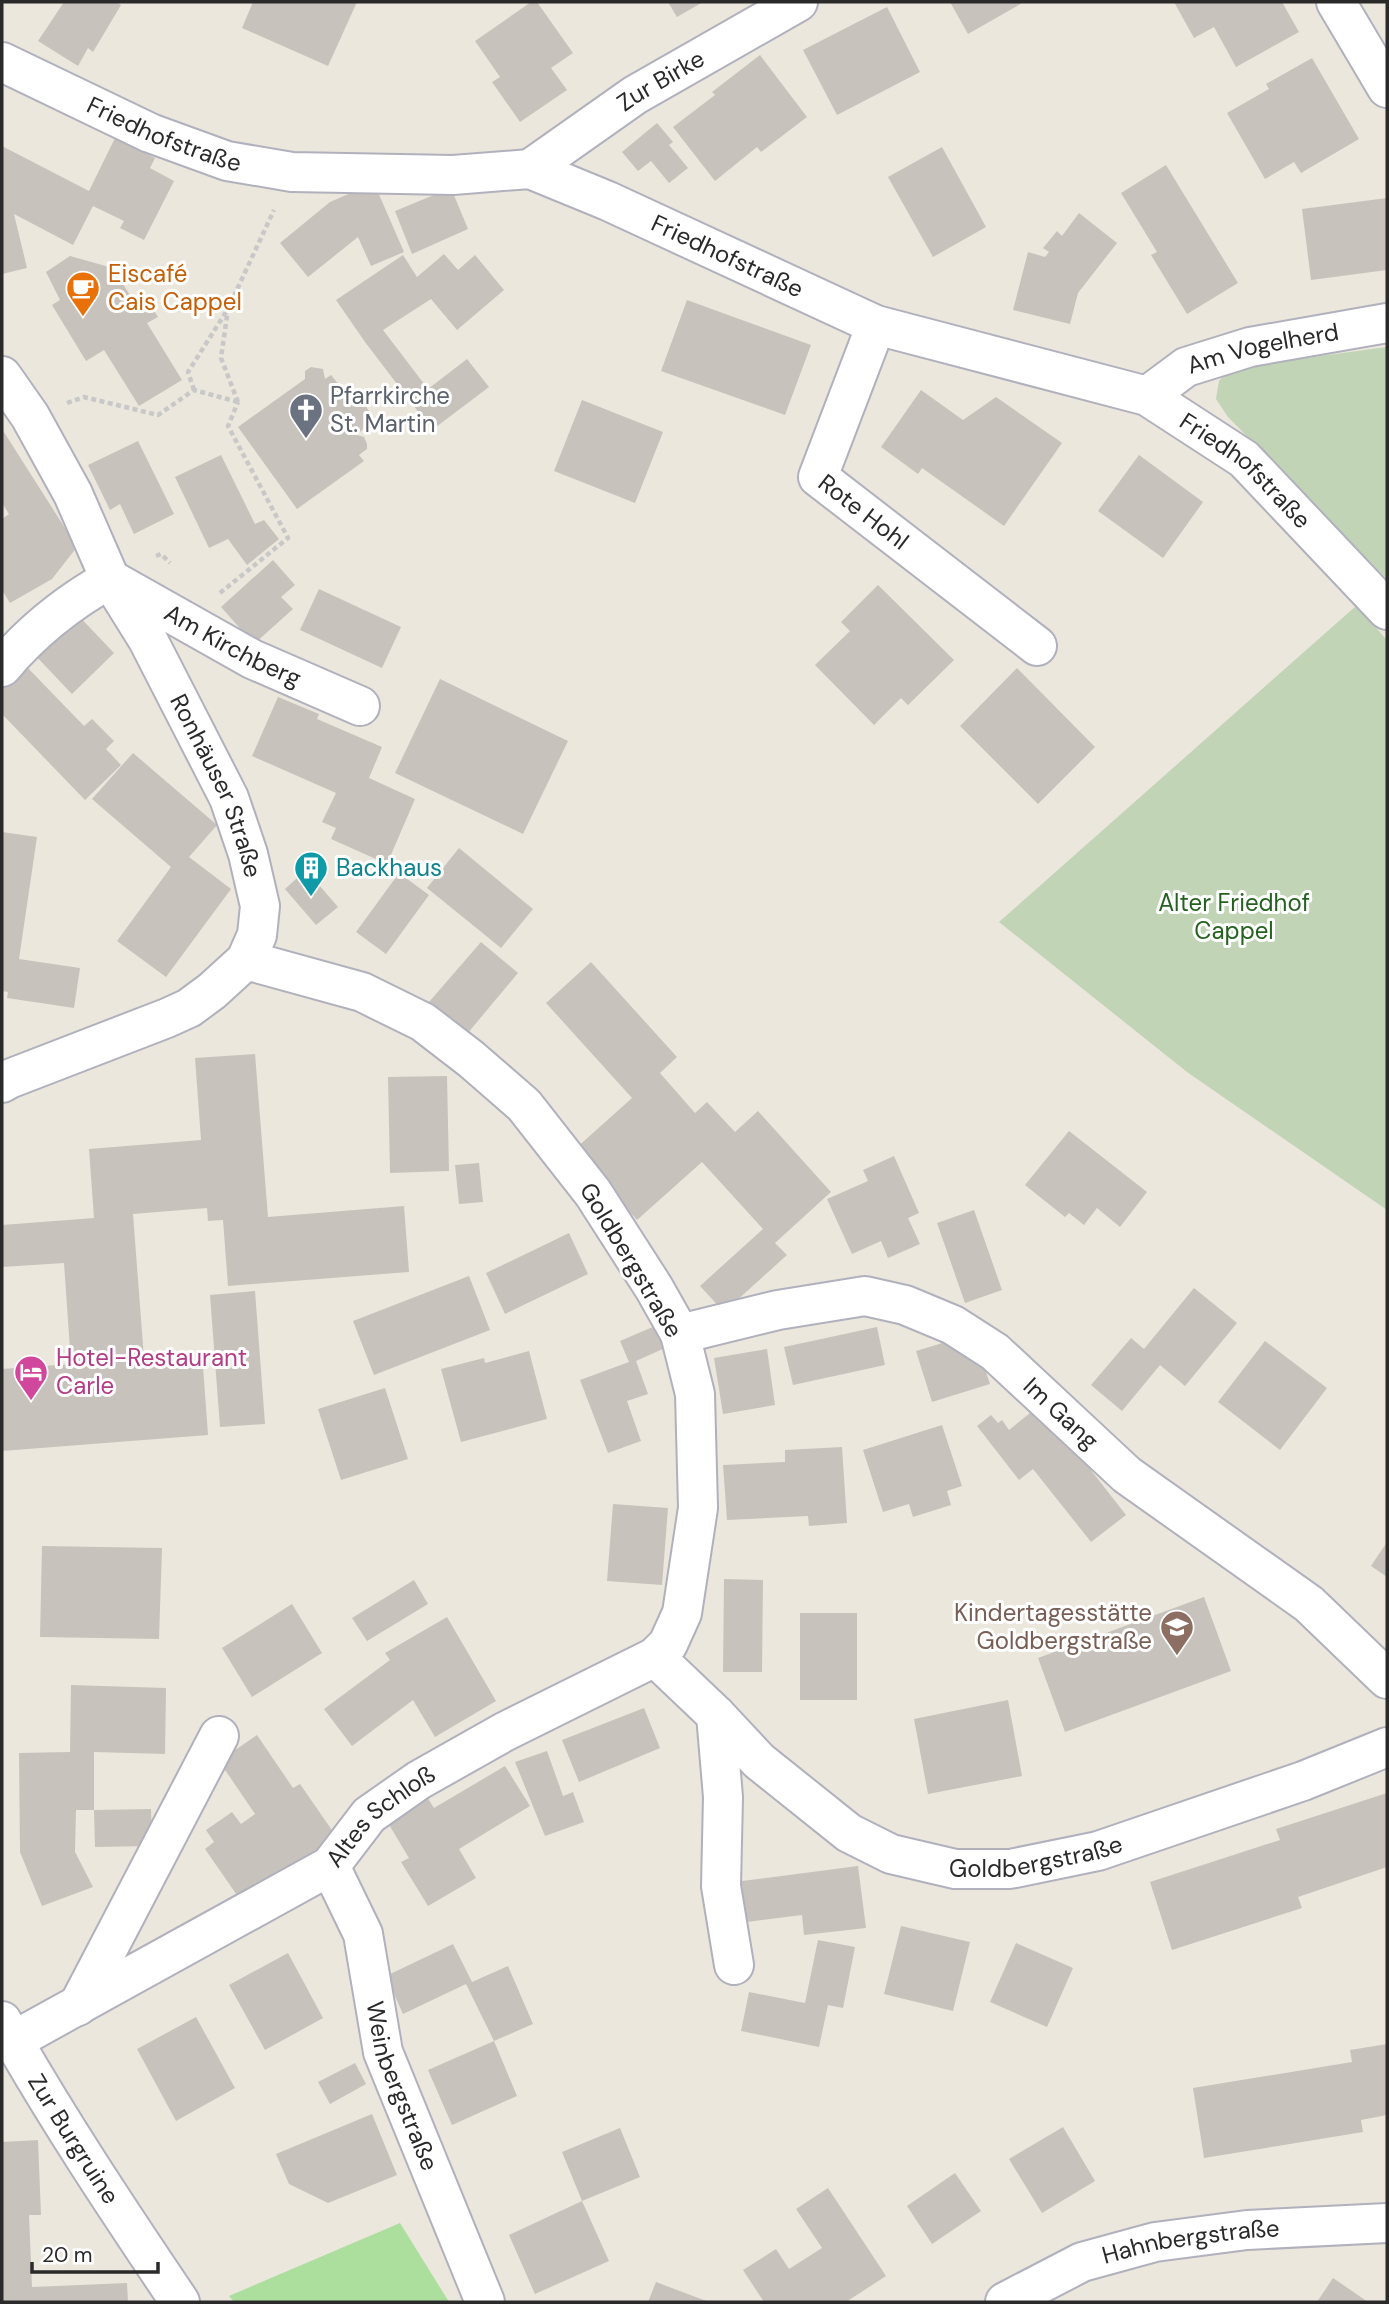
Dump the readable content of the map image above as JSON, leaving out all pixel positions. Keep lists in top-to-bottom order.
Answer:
{
  "streets": {
    "street": [
      "Zur Birke",
      "Friedhofstraße",
      "Am Vogelherd",
      "Rote Hohl",
      "Am Kirchberg",
      "Ronhäuser Straße",
      "Goldbergstraße",
      "Im Gang",
      "Altes Schloß",
      "Weinbergstraße",
      "Zur Burgruine",
      "Hahnbergstraße"
    ]
  },
  "crossings": [
    ["Zur Birke", "Friedhofstraße"],
    ["Friedhofstraße", "Am Vogelherd"],
    ["Friedhofstraße", "Rote Hohl"],
    ["Am Kirchberg", "Ronhäuser Straße"],
    ["Ronhäuser Straße", "Goldbergstraße"],
    ["Goldbergstraße", "Im Gang"],
    ["Goldbergstraße", "Altes Schloß"],
    ["Altes Schloß", "Weinbergstraße"],
    ["Altes Schloß", "Zur Burgruine"]
  ],
  "parks": ["Alter Friedhof Cappel"],
  "places": {
    "cafe": ["Eiscafé Cais Cappel"],
    "church": ["Pfarrkirche St. Martin"],
    "building": ["Backhaus"],
    "hotel": ["Hotel-Restaurant Carle"],
    "school or university": ["Kindertagesstätte Goldbergstraße"]
  },
  "scale_bar": "20 m"
}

----

**WHAT IS EXPECTED:**
Images must not appear in the copy; reproduce everything else in the records verbatim.

**EXERCISE SOLUTION:**
Dump the readable content of the map image above as JSON, leaving out all pixel positions. Keep lists in top-to-bottom order.
Answer:
{
  "streets": {
    "street": [
      "Zur Birke",
      "Friedhofstraße",
      "Am Vogelherd",
      "Rote Hohl",
      "Am Kirchberg",
      "Ronhäuser Straße",
      "Goldbergstraße",
      "Im Gang",
      "Altes Schloß",
      "Weinbergstraße",
      "Zur Burgruine",
      "Hahnbergstraße"
    ]
  },
  "crossings": [
    ["Zur Birke", "Friedhofstraße"],
    ["Friedhofstraße", "Am Vogelherd"],
    ["Friedhofstraße", "Rote Hohl"],
    ["Am Kirchberg", "Ronhäuser Straße"],
    ["Ronhäuser Straße", "Goldbergstraße"],
    ["Goldbergstraße", "Im Gang"],
    ["Goldbergstraße", "Altes Schloß"],
    ["Altes Schloß", "Weinbergstraße"],
    ["Altes Schloß", "Zur Burgruine"]
  ],
  "parks": ["Alter Friedhof Cappel"],
  "places": {
    "cafe": ["Eiscafé Cais Cappel"],
    "church": ["Pfarrkirche St. Martin"],
    "building": ["Backhaus"],
    "hotel": ["Hotel-Restaurant Carle"],
    "school or university": ["Kindertagesstätte Goldbergstraße"]
  },
  "scale_bar": "20 m"
}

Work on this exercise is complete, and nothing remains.